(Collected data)
--------------------------------
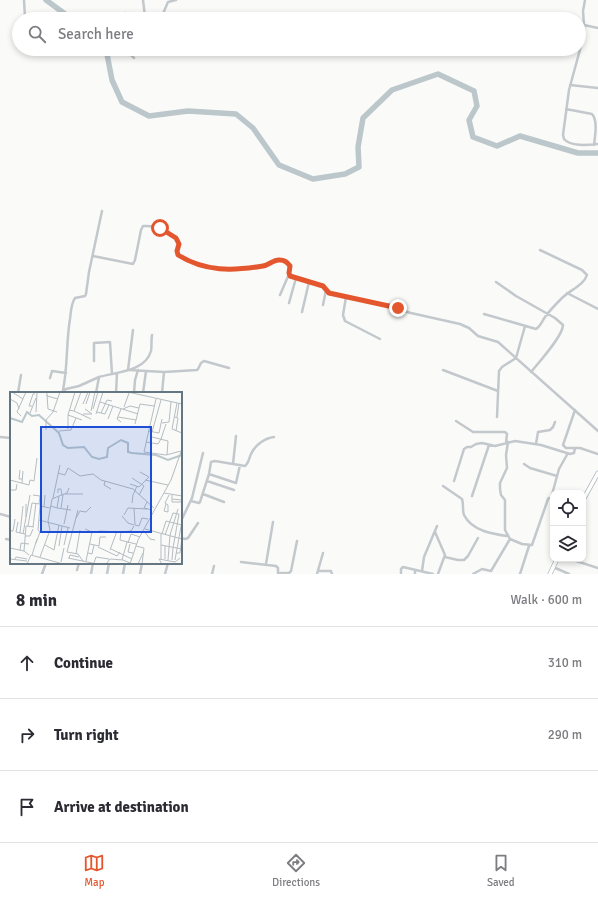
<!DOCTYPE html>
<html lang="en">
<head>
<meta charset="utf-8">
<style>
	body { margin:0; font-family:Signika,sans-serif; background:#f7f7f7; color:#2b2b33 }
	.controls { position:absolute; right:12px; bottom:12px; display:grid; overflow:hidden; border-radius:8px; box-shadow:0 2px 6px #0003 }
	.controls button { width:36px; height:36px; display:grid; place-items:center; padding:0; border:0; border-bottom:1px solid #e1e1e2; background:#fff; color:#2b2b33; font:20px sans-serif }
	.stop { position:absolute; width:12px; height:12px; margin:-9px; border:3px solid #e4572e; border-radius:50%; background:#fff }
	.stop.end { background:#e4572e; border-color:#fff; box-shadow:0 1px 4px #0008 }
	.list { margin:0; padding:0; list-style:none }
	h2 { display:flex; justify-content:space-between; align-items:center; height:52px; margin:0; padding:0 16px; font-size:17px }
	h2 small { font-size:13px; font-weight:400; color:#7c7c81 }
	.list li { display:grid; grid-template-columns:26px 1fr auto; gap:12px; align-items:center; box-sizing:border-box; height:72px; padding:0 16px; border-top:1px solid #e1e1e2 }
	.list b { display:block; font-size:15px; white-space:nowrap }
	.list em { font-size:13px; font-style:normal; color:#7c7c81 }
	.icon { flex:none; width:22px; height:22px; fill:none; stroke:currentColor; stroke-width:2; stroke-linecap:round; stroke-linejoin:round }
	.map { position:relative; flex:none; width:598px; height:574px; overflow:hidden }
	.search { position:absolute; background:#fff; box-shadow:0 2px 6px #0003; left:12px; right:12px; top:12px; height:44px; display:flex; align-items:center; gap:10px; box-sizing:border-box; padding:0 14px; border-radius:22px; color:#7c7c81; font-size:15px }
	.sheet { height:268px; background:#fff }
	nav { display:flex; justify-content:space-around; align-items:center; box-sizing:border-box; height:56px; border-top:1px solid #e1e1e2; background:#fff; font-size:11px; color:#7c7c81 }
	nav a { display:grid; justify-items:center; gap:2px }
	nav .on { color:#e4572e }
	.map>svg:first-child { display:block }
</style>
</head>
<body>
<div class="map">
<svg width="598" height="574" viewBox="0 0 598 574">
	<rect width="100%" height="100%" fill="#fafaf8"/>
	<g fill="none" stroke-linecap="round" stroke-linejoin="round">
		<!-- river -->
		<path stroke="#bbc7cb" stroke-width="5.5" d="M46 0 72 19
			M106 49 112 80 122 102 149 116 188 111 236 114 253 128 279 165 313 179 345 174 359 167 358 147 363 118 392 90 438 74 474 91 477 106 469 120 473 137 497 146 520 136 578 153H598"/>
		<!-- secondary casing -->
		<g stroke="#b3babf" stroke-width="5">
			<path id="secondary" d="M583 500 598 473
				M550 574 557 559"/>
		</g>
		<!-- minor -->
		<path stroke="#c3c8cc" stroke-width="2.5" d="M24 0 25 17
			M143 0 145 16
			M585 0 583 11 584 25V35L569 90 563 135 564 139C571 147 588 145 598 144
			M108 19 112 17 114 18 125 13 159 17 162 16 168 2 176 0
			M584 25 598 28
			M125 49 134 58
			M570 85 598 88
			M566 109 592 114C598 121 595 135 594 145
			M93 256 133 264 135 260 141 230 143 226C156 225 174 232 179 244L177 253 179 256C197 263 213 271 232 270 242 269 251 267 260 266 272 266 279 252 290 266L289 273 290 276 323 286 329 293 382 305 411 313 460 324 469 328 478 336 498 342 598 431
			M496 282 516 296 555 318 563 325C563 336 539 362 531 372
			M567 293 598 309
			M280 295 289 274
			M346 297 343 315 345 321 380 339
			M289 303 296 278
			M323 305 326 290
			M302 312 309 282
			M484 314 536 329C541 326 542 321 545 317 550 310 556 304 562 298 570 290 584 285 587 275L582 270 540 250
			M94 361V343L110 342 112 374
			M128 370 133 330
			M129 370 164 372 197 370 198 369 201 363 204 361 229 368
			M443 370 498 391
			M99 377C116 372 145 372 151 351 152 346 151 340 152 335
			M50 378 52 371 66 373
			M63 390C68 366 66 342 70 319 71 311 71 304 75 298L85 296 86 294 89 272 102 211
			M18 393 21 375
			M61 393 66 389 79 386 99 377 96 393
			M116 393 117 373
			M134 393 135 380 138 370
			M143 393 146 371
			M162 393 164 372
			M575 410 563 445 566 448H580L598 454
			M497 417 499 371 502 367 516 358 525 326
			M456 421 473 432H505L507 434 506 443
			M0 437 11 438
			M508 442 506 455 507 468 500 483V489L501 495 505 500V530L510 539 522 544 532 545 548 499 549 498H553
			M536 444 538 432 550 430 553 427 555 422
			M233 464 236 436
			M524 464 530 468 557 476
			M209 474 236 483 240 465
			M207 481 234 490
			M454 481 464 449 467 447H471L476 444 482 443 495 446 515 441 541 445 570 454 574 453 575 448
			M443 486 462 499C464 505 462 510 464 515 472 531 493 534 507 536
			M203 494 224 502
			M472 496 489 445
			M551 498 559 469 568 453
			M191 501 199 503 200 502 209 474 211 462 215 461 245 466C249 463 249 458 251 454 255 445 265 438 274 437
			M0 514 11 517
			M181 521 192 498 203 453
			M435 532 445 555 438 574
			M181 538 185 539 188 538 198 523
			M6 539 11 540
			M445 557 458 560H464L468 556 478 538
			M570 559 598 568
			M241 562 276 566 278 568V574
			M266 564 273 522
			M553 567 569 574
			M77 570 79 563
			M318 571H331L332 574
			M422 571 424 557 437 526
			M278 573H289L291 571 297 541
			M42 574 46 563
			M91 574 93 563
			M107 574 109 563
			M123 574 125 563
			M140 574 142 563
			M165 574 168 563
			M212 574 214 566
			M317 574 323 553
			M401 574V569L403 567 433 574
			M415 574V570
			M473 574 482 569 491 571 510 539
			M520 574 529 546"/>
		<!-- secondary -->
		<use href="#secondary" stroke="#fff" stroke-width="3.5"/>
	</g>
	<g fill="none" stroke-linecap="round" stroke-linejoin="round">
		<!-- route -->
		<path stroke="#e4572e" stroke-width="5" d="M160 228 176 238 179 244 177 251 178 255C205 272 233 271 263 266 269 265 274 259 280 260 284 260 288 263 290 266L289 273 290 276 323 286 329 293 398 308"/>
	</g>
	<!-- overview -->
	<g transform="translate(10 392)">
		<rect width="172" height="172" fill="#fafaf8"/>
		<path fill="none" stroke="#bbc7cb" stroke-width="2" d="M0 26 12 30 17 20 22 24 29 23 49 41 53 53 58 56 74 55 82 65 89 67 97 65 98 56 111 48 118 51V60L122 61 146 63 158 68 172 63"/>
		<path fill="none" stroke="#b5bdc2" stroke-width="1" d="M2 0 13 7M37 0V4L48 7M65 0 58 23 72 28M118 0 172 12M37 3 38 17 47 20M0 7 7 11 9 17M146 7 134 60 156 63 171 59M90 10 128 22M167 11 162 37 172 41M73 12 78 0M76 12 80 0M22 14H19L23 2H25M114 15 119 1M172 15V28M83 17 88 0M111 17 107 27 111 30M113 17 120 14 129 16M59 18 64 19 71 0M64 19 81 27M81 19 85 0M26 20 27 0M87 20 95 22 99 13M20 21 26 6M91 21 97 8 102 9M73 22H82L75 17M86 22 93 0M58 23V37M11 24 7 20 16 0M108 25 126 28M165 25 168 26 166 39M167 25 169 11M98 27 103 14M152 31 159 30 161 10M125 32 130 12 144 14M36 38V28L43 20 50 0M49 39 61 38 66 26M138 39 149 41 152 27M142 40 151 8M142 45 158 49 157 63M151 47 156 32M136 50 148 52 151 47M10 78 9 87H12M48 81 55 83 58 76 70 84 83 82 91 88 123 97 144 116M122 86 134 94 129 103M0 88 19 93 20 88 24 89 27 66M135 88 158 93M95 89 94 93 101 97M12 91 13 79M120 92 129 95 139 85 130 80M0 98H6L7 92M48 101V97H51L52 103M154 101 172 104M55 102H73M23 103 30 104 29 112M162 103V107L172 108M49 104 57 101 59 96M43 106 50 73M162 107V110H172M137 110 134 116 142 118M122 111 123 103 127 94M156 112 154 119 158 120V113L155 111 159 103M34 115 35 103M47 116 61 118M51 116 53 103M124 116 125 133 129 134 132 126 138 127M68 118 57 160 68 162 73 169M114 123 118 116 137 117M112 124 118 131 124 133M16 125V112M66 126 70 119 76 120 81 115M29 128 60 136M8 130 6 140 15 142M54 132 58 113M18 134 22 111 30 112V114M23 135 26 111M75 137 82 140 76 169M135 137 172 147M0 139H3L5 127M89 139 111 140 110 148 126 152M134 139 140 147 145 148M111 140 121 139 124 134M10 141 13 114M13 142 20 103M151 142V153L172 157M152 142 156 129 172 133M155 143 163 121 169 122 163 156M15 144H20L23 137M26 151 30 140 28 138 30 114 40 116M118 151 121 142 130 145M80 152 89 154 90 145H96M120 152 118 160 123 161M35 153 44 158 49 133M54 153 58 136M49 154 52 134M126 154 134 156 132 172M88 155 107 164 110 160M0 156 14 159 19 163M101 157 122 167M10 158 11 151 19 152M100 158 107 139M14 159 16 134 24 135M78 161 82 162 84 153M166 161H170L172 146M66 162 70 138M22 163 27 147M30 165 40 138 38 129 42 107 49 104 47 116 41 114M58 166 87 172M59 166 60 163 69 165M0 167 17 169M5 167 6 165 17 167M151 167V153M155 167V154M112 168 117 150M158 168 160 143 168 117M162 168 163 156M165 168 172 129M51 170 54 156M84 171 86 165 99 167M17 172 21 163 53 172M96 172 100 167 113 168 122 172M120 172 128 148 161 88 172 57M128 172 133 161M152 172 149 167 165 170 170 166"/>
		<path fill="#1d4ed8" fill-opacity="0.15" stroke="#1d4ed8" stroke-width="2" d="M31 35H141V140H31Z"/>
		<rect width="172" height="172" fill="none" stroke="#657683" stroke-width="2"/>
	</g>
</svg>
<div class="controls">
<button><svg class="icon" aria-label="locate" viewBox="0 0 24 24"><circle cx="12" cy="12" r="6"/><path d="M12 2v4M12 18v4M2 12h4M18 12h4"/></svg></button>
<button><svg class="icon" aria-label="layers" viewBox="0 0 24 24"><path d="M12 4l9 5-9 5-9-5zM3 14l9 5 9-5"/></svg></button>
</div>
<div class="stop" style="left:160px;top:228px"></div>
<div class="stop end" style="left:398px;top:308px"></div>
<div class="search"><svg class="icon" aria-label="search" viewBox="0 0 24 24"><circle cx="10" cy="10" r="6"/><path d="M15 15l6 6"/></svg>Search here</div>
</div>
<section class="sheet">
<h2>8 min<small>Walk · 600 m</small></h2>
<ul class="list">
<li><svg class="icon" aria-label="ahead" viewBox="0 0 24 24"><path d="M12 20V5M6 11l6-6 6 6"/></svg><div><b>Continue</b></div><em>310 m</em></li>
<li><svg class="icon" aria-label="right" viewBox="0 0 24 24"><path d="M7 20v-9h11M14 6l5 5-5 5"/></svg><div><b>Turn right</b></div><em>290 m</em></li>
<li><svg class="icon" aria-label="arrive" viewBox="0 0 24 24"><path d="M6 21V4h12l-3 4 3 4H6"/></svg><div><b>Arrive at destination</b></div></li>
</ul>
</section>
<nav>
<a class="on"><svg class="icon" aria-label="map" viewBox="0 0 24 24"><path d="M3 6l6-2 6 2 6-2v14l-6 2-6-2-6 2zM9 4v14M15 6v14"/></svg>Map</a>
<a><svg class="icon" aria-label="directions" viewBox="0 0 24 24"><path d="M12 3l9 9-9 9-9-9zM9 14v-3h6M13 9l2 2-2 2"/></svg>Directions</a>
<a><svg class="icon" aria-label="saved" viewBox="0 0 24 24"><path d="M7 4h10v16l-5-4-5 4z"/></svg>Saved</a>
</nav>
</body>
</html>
--------------------------------
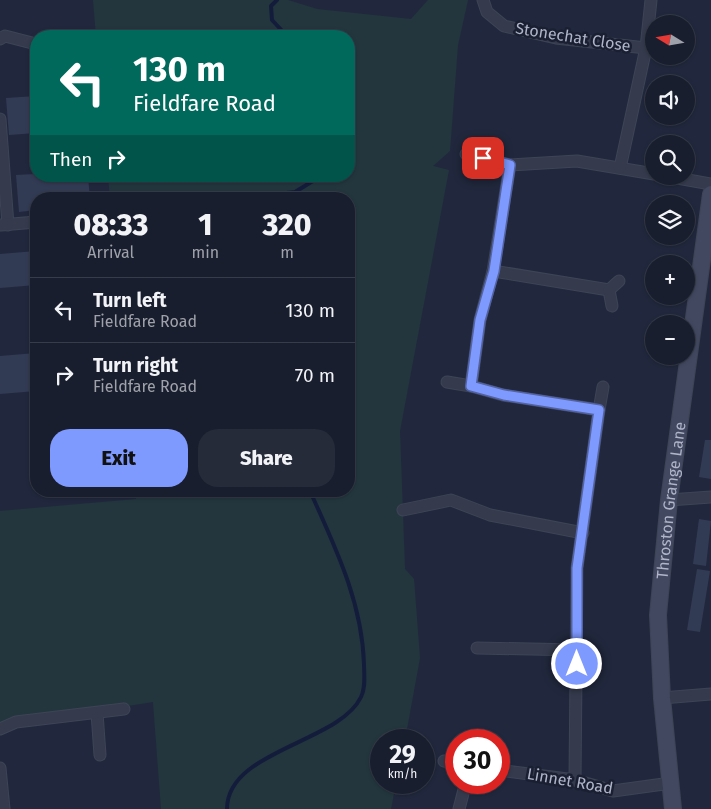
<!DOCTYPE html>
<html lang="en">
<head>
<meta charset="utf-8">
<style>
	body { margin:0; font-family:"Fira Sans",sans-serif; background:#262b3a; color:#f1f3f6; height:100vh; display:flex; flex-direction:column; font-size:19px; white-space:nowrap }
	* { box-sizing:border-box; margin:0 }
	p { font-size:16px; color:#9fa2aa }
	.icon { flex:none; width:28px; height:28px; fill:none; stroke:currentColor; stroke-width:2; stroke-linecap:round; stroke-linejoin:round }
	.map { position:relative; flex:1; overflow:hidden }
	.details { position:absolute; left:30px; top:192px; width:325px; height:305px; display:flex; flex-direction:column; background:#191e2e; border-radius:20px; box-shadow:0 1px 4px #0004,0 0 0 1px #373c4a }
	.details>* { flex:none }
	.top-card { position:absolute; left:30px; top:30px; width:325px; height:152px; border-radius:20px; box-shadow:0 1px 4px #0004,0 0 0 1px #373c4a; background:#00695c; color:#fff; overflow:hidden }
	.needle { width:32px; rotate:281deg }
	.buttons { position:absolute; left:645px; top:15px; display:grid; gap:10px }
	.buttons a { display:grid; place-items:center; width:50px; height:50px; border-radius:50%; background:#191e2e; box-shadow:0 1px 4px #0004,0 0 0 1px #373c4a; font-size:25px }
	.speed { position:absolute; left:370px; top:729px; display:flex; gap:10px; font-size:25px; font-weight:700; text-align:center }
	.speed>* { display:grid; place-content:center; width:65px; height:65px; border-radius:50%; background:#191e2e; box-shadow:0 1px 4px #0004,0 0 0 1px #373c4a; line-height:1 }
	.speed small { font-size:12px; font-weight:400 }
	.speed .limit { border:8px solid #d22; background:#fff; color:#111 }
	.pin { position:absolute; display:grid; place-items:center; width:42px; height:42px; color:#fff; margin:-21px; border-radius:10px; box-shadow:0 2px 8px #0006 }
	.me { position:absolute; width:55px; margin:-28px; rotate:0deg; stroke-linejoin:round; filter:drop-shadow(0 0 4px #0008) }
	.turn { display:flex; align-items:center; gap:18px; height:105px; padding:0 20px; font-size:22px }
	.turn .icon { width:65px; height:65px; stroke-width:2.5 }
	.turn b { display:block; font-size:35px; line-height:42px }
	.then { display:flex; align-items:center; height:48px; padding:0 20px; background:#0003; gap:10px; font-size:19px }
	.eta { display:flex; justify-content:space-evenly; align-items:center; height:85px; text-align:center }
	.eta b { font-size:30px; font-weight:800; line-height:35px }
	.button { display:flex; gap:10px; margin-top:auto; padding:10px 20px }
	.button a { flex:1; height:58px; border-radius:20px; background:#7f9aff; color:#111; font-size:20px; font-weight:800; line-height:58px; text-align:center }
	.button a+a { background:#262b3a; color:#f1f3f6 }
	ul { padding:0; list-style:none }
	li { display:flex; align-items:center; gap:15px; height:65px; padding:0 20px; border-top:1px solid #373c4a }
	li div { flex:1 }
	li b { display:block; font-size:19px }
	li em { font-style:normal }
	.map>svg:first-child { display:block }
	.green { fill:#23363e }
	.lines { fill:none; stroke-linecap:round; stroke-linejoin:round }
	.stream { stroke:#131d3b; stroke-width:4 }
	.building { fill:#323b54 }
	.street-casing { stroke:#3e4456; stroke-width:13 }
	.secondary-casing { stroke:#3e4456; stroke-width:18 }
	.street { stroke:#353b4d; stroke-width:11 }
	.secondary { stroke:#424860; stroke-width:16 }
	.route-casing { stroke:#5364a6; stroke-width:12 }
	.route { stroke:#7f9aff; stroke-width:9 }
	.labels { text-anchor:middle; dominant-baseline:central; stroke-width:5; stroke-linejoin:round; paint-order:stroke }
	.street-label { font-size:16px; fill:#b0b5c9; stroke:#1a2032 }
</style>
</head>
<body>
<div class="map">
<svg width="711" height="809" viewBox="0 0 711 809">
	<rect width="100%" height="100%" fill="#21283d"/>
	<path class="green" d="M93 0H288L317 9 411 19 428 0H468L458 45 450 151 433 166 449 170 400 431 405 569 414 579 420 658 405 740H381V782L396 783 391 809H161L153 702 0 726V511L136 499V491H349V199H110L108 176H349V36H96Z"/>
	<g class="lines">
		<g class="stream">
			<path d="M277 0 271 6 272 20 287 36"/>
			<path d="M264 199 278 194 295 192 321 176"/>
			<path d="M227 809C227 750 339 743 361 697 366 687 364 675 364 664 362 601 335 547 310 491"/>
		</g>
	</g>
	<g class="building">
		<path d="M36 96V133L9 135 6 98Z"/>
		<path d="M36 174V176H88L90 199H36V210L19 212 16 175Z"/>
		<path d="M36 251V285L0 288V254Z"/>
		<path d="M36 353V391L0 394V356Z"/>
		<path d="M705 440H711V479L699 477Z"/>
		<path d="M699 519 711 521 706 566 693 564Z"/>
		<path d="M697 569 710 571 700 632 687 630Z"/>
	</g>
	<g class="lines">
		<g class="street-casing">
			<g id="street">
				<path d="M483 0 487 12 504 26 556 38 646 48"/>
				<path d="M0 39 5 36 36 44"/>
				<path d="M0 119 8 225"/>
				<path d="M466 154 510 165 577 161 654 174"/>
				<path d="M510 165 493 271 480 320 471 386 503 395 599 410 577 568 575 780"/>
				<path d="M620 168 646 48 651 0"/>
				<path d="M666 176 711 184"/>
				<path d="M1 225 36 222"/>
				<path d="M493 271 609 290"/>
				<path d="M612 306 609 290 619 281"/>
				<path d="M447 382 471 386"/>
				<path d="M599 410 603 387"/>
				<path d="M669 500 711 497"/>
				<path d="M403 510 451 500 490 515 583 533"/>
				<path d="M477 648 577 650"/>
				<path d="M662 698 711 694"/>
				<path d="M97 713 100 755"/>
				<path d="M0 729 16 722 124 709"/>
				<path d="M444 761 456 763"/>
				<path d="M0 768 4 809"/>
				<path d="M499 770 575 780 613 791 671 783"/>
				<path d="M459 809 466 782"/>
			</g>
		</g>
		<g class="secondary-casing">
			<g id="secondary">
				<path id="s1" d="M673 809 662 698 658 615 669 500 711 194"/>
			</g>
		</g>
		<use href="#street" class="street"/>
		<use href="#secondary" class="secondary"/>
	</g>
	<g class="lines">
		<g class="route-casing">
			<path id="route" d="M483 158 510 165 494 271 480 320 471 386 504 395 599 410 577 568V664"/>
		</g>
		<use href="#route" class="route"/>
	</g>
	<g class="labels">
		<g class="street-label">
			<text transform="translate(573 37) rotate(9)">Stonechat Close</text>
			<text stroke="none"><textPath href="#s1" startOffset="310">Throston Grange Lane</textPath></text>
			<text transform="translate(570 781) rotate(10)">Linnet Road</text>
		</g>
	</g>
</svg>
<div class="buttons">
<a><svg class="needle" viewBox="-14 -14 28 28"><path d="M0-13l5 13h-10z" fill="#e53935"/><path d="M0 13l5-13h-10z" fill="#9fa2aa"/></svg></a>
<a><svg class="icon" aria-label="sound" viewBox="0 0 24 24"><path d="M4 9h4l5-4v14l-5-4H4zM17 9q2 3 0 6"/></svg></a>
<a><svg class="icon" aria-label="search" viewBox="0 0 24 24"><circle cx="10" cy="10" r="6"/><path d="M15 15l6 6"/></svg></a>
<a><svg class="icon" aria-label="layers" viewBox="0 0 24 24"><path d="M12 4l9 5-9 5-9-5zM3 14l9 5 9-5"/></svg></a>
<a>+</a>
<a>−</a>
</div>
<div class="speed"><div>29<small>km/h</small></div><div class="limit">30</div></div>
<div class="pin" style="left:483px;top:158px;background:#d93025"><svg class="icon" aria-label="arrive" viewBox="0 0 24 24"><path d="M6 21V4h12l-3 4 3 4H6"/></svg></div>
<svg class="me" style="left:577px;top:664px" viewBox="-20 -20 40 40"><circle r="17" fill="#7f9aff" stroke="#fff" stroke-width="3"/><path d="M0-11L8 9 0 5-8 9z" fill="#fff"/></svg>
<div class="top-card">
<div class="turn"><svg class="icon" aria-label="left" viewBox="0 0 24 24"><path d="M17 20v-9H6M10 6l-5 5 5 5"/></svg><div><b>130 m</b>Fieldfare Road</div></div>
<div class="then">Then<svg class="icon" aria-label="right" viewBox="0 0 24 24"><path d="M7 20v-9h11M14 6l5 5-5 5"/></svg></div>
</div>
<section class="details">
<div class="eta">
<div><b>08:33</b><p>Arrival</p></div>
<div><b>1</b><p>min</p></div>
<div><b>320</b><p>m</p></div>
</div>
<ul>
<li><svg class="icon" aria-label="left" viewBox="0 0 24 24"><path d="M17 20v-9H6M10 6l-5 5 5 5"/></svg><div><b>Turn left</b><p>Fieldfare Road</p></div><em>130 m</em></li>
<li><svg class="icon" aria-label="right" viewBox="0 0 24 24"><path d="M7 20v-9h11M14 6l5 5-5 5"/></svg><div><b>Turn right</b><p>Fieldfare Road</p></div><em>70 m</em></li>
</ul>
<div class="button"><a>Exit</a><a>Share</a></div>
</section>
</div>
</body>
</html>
--------------------------------
From the entries above, copy every line containing the word "currentColor".

# SOLUTION FOR THIS EXERCISE
	.icon { flex:none; width:22px; height:22px; fill:none; stroke:currentColor; stroke-width:2; stroke-linecap:round; stroke-linejoin:round }
	.icon { flex:none; width:28px; height:28px; fill:none; stroke:currentColor; stroke-width:2; stroke-linecap:round; stroke-linejoin:round }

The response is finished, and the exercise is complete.